PAUL TROJAN, ADMINISTRATOR AD PROSEQUENDUM, ETC., PLAINTIFF-APPELLANT,
v.
JOHN BRENNAN, DEFENDANT, AND IMMACULATE CONCEPTION SEMINARY, DEFENDANT-RESPONDENT

On appeal from a judgment of the Bergen County Circuit Court.

For the appellant, Mackay & Mackay.

For the respondent, John B. Zabriskie.

Donges

[117 NJL Page 110]

The opinion of the court was delivered by

DONGES, J. At the trial of an action brought to recover damages for the alleged wrongful death of Walter Trojan as the result of a collision between an automobile driven by decedent and one owned by the defendant-respondent, Immaculate Conception Seminary, and driven by its employe, John Brennan, a verdict was had against Brennan and a nonsuit was entered by direction of the trial judge as to Immaculate Conception Seminary. The action of the trial judge in directing a nonsuit is assigned as error and is the subject of this appeal.

[117 NJL Page 111]

Brennan was employed by the seminary as a night watchman to patrol its grounds and buildings in the township of Hohokus. He was furnished an automobile because it was necessary for him to cover a distance of fifty-five miles each night. He was also a special police officer of the township, and he testified that as such officer he was charged by the chief of police of the township with the duty of looking for violations of the law generally in the area patroled by him.
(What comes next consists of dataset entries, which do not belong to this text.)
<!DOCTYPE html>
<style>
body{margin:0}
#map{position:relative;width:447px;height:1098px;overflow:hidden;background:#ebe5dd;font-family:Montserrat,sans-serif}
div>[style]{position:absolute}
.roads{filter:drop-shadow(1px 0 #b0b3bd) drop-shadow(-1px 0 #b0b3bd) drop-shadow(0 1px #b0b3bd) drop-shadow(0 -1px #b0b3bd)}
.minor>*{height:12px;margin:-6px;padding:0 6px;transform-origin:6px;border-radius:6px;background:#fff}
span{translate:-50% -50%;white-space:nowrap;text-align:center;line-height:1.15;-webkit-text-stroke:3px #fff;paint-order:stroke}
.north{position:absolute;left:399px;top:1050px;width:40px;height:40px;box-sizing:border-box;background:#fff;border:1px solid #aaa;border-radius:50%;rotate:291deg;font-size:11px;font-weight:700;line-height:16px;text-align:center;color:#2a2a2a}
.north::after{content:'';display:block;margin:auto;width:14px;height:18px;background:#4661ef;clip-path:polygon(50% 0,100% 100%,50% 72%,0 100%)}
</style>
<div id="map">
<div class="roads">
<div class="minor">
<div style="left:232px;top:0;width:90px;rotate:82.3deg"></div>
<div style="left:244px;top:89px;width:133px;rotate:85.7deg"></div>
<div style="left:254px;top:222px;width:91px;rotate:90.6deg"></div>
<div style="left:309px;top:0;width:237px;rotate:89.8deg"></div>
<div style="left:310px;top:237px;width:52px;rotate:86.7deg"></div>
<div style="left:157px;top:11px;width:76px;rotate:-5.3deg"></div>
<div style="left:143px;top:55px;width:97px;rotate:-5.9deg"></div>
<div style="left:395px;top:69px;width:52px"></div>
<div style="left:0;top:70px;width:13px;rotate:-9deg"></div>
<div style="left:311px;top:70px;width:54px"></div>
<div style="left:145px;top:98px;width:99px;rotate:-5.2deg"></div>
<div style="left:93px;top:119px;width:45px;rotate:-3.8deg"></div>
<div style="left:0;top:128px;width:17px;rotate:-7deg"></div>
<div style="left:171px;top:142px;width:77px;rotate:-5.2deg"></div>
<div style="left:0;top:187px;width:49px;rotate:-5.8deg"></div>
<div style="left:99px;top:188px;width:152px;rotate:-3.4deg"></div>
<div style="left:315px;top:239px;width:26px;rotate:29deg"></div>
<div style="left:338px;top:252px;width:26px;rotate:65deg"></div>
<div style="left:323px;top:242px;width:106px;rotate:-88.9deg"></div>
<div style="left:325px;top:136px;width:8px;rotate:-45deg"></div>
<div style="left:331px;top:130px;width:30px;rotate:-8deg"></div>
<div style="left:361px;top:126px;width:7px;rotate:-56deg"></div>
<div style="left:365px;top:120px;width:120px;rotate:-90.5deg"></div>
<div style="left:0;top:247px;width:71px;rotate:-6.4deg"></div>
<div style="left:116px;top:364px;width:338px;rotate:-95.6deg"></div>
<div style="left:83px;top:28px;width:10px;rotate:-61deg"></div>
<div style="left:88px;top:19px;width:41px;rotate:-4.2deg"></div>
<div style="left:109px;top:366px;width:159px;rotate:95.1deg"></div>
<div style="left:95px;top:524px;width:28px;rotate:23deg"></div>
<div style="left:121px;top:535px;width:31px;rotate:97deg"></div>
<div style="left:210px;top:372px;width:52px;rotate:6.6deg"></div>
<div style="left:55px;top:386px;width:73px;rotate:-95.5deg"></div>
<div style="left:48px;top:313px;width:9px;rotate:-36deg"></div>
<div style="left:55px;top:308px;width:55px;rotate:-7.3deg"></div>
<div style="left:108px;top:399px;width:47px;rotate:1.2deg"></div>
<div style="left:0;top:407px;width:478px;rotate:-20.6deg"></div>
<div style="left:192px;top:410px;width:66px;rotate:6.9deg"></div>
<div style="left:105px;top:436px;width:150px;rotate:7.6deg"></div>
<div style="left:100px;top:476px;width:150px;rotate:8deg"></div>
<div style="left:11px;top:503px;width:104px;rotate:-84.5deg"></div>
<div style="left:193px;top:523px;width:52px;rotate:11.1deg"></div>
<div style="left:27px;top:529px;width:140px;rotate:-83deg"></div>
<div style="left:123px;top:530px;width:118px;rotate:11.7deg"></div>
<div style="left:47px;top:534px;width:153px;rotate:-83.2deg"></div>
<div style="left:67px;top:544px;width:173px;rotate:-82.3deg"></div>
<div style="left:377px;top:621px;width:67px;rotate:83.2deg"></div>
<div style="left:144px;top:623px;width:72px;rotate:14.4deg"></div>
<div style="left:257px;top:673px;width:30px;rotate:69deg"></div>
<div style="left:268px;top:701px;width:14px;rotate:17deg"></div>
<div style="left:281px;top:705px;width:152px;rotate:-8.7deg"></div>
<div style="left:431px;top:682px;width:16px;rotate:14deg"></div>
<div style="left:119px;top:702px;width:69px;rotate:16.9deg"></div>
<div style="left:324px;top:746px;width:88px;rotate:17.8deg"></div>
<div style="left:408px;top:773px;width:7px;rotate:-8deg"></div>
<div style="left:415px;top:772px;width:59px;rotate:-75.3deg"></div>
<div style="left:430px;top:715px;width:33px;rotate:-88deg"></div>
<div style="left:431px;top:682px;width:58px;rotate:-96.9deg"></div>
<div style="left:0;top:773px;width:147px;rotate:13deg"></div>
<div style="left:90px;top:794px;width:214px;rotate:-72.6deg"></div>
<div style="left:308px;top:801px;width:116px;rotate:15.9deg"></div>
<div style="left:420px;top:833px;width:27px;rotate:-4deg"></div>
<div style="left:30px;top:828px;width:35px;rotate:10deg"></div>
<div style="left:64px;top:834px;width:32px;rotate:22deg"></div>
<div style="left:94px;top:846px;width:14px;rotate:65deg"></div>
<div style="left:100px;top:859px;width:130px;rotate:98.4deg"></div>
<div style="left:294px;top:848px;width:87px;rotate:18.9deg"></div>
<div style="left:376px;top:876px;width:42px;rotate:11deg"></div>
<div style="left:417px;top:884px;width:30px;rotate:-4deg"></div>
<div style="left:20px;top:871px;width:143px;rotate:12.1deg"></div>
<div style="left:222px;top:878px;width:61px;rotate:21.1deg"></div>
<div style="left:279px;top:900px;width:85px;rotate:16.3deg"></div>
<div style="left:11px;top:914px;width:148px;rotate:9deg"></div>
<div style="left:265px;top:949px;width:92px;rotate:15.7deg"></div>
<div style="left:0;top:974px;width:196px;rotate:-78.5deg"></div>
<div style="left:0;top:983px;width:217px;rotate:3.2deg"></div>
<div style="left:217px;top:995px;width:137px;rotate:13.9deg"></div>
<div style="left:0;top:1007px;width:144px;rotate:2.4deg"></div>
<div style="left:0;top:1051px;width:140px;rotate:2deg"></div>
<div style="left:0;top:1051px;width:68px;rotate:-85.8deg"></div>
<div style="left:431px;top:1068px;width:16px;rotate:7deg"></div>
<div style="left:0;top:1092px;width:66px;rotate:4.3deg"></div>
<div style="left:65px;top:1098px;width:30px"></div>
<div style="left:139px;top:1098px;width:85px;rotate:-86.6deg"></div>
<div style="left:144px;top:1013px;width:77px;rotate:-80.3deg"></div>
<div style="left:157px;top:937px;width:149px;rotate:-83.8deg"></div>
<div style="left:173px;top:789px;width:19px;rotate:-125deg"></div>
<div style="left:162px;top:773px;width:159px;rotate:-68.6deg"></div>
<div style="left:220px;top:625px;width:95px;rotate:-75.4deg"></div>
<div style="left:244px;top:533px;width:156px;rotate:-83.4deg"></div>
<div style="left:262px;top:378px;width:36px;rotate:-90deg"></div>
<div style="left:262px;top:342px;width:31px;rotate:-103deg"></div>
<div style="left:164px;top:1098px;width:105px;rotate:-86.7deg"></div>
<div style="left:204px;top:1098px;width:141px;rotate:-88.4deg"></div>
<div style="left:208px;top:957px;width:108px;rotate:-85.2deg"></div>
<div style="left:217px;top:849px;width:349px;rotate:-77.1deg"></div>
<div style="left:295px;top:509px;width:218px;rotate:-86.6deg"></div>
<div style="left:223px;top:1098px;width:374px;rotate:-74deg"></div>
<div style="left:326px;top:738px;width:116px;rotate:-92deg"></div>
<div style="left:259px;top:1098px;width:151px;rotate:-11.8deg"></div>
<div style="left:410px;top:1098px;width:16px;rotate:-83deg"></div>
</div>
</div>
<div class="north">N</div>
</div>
In the early morning of April 22d, 1934, Brennan came out of a gate of the seminary grounds to traverse the public road to another gate some three hundred feet distant. While traveling down this road, his car was struck or side-swiped by another car, which car did not stop. Brennan pursued the offending car two and a quarter miles, when he came into collision with the car driven by Trojan.

The learned trial judge held that there was no evidence that Brennan was acting in the course of his employment when his car collided with Trojan's car and that Brennan had departed from the line of duty to his employer when that collision occurred. In so holding, we think he fell into error.
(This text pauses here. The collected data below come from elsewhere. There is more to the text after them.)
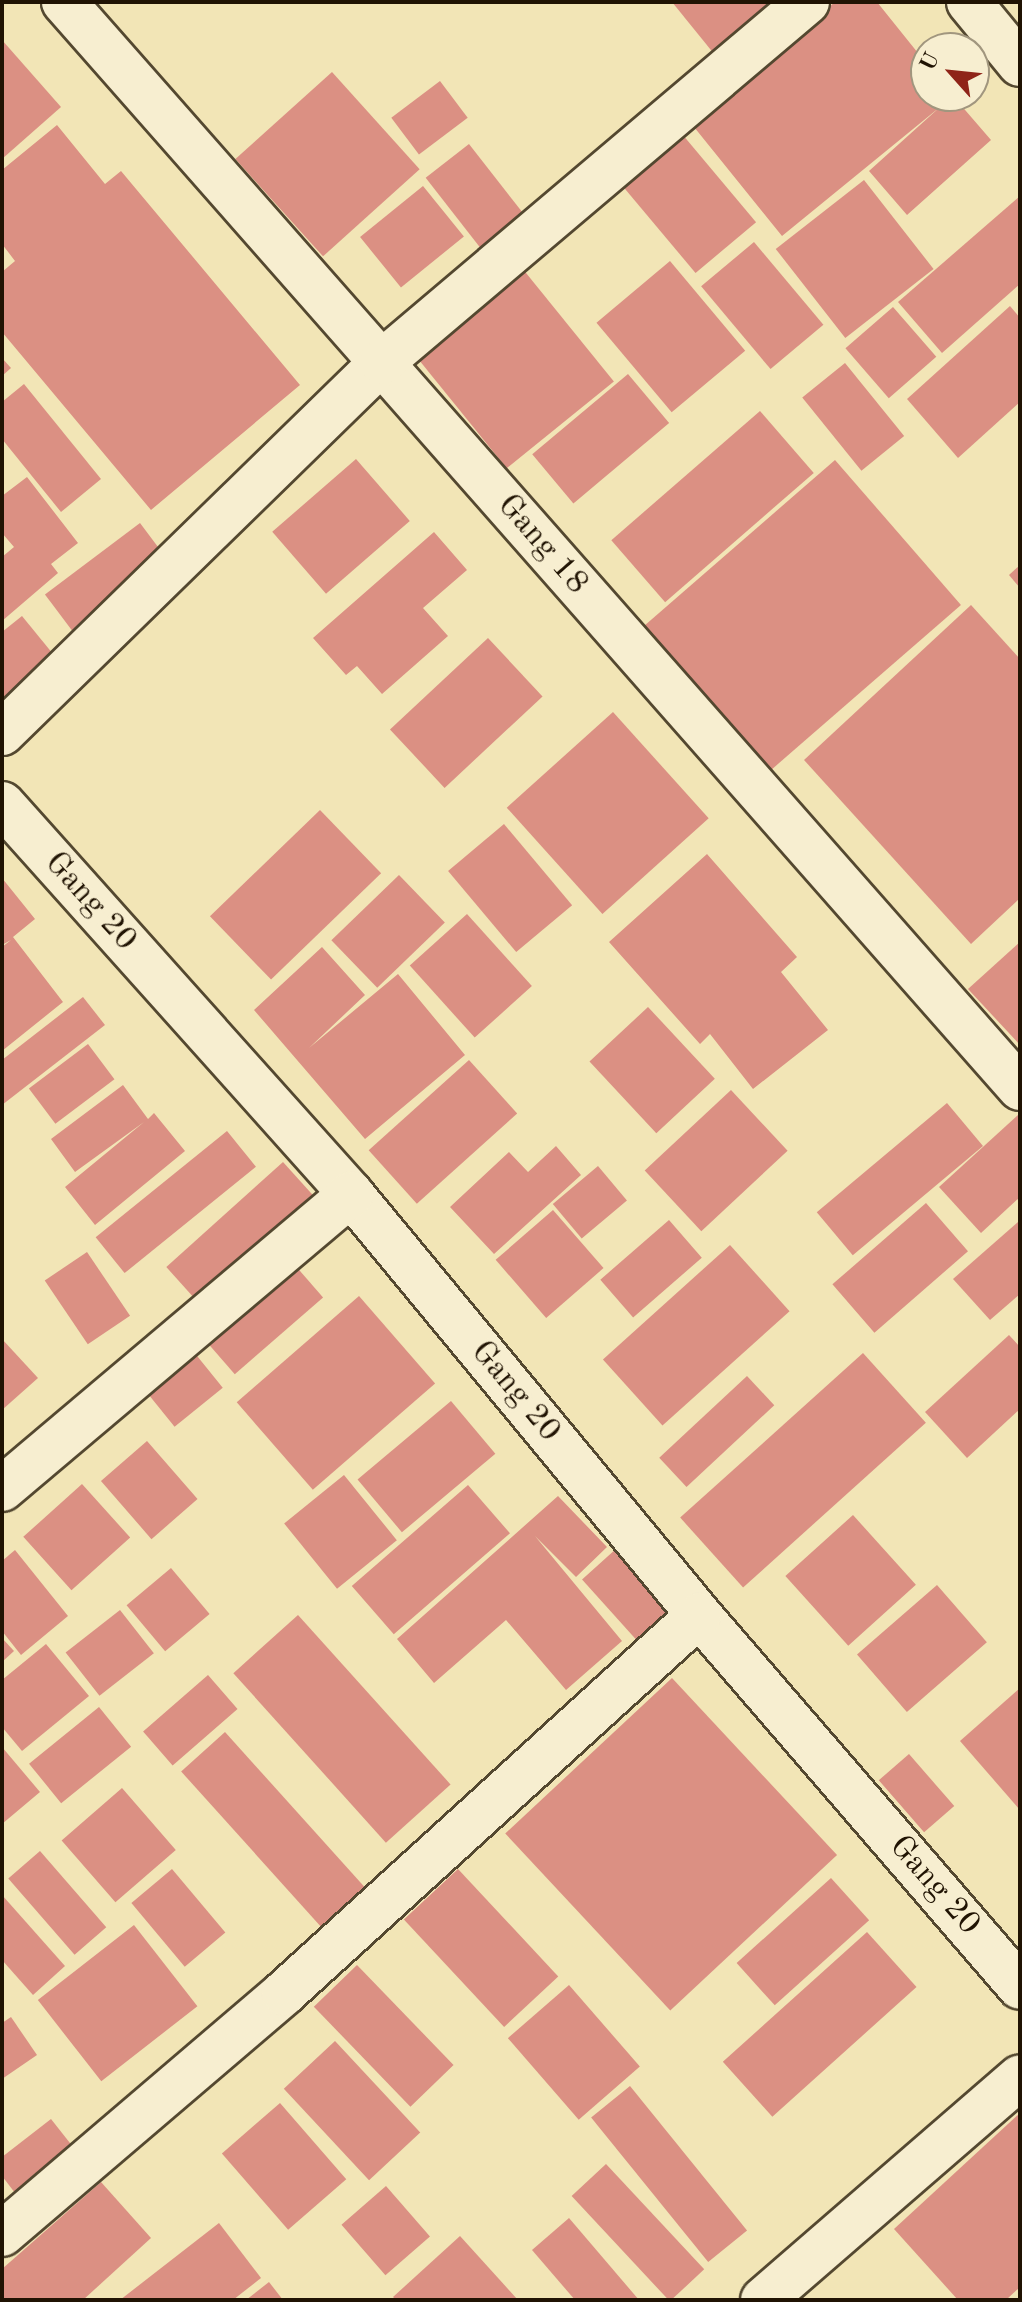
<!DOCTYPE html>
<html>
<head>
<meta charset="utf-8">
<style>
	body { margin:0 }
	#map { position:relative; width:1022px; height:2302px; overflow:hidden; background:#f2e5b6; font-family:"Old Standard TT",serif }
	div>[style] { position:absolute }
	.building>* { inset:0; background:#db9083; transform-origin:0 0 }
	.roads { filter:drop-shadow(2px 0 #544830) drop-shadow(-2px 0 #544830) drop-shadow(0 2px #544830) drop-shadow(0 -2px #544830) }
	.minor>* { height:44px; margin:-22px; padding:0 22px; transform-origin:22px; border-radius:22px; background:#f7eed0 }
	span { translate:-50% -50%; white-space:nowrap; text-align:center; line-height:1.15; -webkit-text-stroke:7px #f7eed0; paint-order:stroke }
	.street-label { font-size:32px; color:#201303 }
	.frame { position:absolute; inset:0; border:4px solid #201303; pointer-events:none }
	.north { position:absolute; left:910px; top:32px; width:80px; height:80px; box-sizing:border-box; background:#f7eed0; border:2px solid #a1967e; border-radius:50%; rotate:297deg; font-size:22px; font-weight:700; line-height:32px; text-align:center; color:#201303 }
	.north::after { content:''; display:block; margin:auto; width:28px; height:36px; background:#8f2418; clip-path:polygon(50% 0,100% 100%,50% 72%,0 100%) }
</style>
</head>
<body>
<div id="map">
	<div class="building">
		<i style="clip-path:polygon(672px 2px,774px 2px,719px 60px)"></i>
		<i style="clip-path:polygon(835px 2px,877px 2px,926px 63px,926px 96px,953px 96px,991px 140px,907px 215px,869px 171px,940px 107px,782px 236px,690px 122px)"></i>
		<i style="clip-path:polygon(2px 40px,61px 107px,2px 159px)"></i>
		<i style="left:332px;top:72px;width:131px;height:130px;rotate:48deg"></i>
		<i style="left:440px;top:81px;width:46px;height:61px;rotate:53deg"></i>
		<i style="clip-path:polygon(57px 125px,105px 184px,121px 171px,300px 385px,151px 510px,2px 332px,2px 272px,15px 261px,2px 244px,2px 170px)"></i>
		<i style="left:677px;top:128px;width:123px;height:79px;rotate:50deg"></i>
		<i style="left:469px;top:144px;width:95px;height:55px;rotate:52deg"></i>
		<i style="left:864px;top:180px;width:113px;height:112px;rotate:52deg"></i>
		<i style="left:423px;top:186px;width:65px;height:81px;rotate:51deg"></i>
		<i style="clip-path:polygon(1020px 196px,1020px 284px,942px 353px,898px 302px)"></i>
		<i style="left:754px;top:242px;width:108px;height:69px;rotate:50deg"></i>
		<i style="left:670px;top:261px;width:117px;height:96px;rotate:50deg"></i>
		<i style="left:522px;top:268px;width:146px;height:138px;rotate:51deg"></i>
		<i style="clip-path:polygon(1010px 306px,1020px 318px,1020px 402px,958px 458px,907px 399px)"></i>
		<i style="left:893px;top:307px;width:66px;height:63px;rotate:49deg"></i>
		<i style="clip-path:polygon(2px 358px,11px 368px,2px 376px)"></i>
		<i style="left:845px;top:363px;width:94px;height:55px;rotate:51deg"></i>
		<i style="left:628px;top:374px;width:64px;height:125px;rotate:50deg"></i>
		<i style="clip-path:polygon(24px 384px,101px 479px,61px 512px,2px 439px,2px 402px)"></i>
		<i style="left:760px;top:411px;width:82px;height:197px;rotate:49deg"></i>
		<i style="left:356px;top:459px;width:82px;height:111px;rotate:49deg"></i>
		<i style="left:835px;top:460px;width:192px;height:258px;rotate:49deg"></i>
		<i style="clip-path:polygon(27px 477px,78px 543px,51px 564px,58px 573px,2px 621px,2px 557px,14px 547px,2px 533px,2px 496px)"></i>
		<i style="left:140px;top:523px;width:49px;height:119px;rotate:53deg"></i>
		<i style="clip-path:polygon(434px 532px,467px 570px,423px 608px,448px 636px,382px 694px,357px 666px,346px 675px,313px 638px)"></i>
		<i style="clip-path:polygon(1020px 565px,1020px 588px,1009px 575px)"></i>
		<i style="clip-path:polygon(971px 605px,1020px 659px,1020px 898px,971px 944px,804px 760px)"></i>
		<i style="clip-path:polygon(22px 616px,62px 665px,2px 707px,2px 632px)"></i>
		<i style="left:488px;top:638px;width:80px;height:134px;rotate:47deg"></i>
		<i style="left:613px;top:712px;width:143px;height:143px;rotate:48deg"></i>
		<i style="left:320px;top:810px;width:88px;height:153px;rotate:46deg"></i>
		<i style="left:504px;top:824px;width:106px;height:73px;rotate:50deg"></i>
		<i style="clip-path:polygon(707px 854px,797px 957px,781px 972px,828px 1030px,753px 1089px,710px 1034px,700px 1044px,609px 942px)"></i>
		<i style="left:399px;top:875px;width:66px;height:94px;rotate:46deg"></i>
		<i style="clip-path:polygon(2px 878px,35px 919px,13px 937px,63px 1002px,2px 1051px,2px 947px,11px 940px,2px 945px)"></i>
		<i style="left:467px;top:914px;width:97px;height:77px;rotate:48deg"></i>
		<i style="clip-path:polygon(1020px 942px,1020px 1045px,968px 989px)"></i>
		<i style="clip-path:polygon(322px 947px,365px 995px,309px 1048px,398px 974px,465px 1055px,365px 1139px,254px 1010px)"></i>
		<i style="clip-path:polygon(83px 997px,105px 1025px,2px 1105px,2px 1060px)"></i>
		<i style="left:648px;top:1007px;width:98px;height:80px;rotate:47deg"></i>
		<i style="left:88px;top:1044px;width:44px;height:74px;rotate:53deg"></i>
		<i style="left:469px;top:1060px;width:72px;height:135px;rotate:48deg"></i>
		<i style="clip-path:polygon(123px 1085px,148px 1119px,154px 1113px,185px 1151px,95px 1225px,65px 1187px,144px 1122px,75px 1172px,51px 1139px)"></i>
		<i style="left:731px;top:1090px;width:83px;height:118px;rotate:47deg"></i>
		<i style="left:947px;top:1103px;width:56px;height:170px;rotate:50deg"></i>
		<i style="clip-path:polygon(1018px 1115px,1020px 1197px,981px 1233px,939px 1187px)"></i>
		<i style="left:227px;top:1131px;width:46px;height:169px;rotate:51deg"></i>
		<i style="clip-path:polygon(556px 1146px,581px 1175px,494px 1254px,450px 1207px,509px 1152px,528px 1172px)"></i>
		<i style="left:283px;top:1162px;width:59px;height:157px;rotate:48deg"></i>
		<i style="left:598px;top:1166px;width:45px;height:59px;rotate:50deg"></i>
		<i style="left:926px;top:1203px;width:64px;height:124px;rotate:49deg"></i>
		<i style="left:553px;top:1210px;width:77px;height:76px;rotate:49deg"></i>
		<i style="left:669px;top:1220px;width:50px;height:91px;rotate:49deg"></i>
		<i style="clip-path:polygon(1018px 1222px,1020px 1294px,990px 1320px,953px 1279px)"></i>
		<i style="left:730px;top:1245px;width:89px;height:171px;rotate:48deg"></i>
		<i style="left:87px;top:1252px;width:77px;height:51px;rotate:56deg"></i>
		<i style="left:287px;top:1256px;width:55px;height:117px;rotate:49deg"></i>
		<i style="left:359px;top:1296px;width:116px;height:162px;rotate:49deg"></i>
		<i style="clip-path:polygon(1009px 1335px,1020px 1347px,1020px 1409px,967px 1458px,925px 1412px)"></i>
		<i style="clip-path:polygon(2px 1339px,38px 1378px,2px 1410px)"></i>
		<i style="left:185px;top:1341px;width:60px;height:62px;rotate:51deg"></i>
		<i style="left:863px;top:1353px;width:94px;height:246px;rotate:48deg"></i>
		<i style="left:747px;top:1376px;width:40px;height:120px;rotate:47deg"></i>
		<i style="left:451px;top:1401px;width:69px;height:122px;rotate:50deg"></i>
		<i style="left:147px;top:1441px;width:77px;height:61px;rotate:49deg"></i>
		<i style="left:344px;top:1475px;width:84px;height:77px;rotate:51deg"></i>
		<i style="left:82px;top:1484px;width:72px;height:79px;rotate:48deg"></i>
		<i style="left:468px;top:1485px;width:64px;height:154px;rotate:49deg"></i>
		<i style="clip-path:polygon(558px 1496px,607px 1547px,576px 1577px,535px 1536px,622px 1641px,566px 1690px,506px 1620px,434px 1683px,397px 1639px)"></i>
		<i style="left:853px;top:1515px;width:94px;height:91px;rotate:48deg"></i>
		<i style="left:617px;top:1548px;width:82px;height:47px;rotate:48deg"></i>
		<i style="clip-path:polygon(15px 1550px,68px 1616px,21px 1655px,2px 1631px,2px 1561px)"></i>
		<i style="left:171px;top:1568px;width:60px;height:58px;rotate:50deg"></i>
		<i style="left:937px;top:1585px;width:76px;height:106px;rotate:49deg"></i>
		<i style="left:120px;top:1610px;width:55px;height:69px;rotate:52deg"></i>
		<i style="left:298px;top:1615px;width:228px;height:87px;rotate:48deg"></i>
		<i style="clip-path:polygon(2px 1638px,14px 1651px,2px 1662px)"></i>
		<i style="clip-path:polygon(46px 1644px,89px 1696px,22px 1751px,2px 1727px,2px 1680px)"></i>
		<i style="left:208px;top:1675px;width:45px;height:86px;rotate:49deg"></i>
		<i style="left:672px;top:1678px;width:242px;height:228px;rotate:47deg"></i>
		<i style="clip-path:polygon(1020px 1688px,1020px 1810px,960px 1741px)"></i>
		<i style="left:99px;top:1707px;width:51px;height:90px;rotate:51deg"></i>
		<i style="left:225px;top:1732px;width:219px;height:59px;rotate:48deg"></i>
		<i style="clip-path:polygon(2px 1747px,40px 1792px,2px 1824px)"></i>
		<i style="left:909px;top:1754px;width:69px;height:40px;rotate:49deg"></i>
		<i style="left:122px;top:1788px;width:82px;height:80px;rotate:49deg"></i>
		<i style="left:40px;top:1851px;width:101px;height:42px;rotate:49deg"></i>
		<i style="left:172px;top:1869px;width:83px;height:53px;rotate:50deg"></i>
		<i style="left:458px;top:1869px;width:147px;height:74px;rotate:47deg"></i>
		<i style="left:831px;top:1878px;width:57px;height:127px;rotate:48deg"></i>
		<i style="clip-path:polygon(2px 1895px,65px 1966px,33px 1995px,2px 1960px)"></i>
		<i style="left:134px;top:1925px;width:103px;height:122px;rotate:52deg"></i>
		<i style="left:867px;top:1932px;width:74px;height:194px;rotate:48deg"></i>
		<i style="left:357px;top:1965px;width:139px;height:60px;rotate:46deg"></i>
		<i style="left:569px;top:1985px;width:108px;height:81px;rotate:49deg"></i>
		<i style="clip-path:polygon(11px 2017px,37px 2055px,2px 2079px,2px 2023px)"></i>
		<i style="left:335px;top:2041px;width:125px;height:70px;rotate:47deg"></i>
		<i style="left:630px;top:2086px;width:186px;height:50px;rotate:51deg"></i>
		<i style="left:280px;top:2103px;width:101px;height:77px;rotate:49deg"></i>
		<i style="clip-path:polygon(1020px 2113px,1020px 2287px,1006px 2300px,958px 2300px,894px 2229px)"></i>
		<i style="clip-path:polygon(51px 2119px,81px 2157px,22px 2202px,2px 2176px,2px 2157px)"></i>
		<i style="left:606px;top:2164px;width:144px;height:47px;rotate:47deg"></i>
		<i style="clip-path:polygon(101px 2182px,151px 2238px,83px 2300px,4px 2300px,2px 2269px)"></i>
		<i style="left:386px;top:2186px;width:67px;height:59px;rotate:49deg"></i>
		<i style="clip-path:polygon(569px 2218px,639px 2300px,575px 2300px,532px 2250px)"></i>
		<i style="clip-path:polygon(219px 2223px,261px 2278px,233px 2300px,120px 2300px)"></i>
		<i style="clip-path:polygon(460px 2236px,518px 2300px,396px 2300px,393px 2297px)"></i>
		<i style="clip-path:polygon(269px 2282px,283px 2300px,246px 2300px)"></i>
	</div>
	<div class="roads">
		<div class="minor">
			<i style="left:64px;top:2px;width:1447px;rotate:48.64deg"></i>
			<i style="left:969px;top:2px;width:80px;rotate:50.6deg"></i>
			<i style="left:2px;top:733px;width:531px;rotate:-44.31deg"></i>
			<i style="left:382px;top:362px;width:557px;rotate:-40.27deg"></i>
			<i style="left:2px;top:804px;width:523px;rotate:48.18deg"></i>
			<i style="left:351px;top:1194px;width:546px;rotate:50.42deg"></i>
			<i style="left:699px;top:1615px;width:491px;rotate:49.2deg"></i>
			<i style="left:2px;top:1489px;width:457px;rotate:-40.2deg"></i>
			<i style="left:2px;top:2234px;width:371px;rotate:-40.5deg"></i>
			<i style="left:284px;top:1993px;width:561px;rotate:-42.33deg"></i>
			<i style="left:763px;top:2300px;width:340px;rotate:-40.9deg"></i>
		</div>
	</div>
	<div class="street-label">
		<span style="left:542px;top:545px;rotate:49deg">Gang 18</span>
		<span style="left:90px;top:902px;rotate:48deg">Gang 20</span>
		<span style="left:515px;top:1392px;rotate:50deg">Gang 20</span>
		<span style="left:934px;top:1886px;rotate:49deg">Gang 20</span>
	</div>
	<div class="frame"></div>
	<div class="north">U</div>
</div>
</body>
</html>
It is admitted that Brennan was the servant of the seminary and was driving its car when Trojan was injured. The legal presumption is that the servant was acting in and about the master's business. Was this presumption overcome by uncontradicted evidence, so as to make it a question for the court had not for the jury? Wallace v. Perrine Co., 113 N.J.L. 20. We think not.

The only witness on this subject was Brennan who testified that the car was supplied by the seminary; that he was about the business of the seminary when his car was struck; that he was acting under instructions from and in the interest of his employer when he pursued the car which struck the car he was driving.

He testified, in part, as follows:

"Q. When you say that you were to watch the property of the Immaculate Conception Seminary, you mean the buildings and grounds; isn't that so? A. And the automobile in which I am riding; that belongs to the Seminary. * * *

[117 NJL Page 112]

IQ. Now, you were commissioned by the authorities of the township of Hohokus to act as a special police officer; isn't that so? A. Yes, sir. Q. And when you acted as a police officer you were acting under the instructions of the chief, isn't that so, Chief Smith? A. No, sir. I was acting under the instructions of the Immaculate Conception Seminary."

After testifying that he pursued the car because it struck the property of the Seminary, he was asked: By the court -- "Q. Were you pursuing as a policeman then? A. No; as a part of the property of the Immaculate Conception Seminary for the damage that has been on the automobile. I am held responsible for that property. Not as a police officer."

In the situation presented by the evidence, we are of opinion that it was not shown that the act of Brennan was wanton, or was not in furtherance of a duty within the scope of his employment. It was for the jury to say whether or not he was acting within the express or implied limitations of his duty to his employer. Certainly, the presumption that he was so acting was not overcome by clear and uncontradicted proof to the contrary. Fullmer v. Scott-Powell Dairies, 111 N.J.L. 44.

The judgment under review is reversed, and a venire de novo awarded.

For affirmance -- None.

For reversal -- THE CHANCELLOR, CHIEF JUSTICE, LLOYD, CASE, BODINE, DONGES, HEHER, PERSKIE, HETFIELD, DEAR, WELLS, WOLFSKEIL, RAFFERTY, JJ. 13.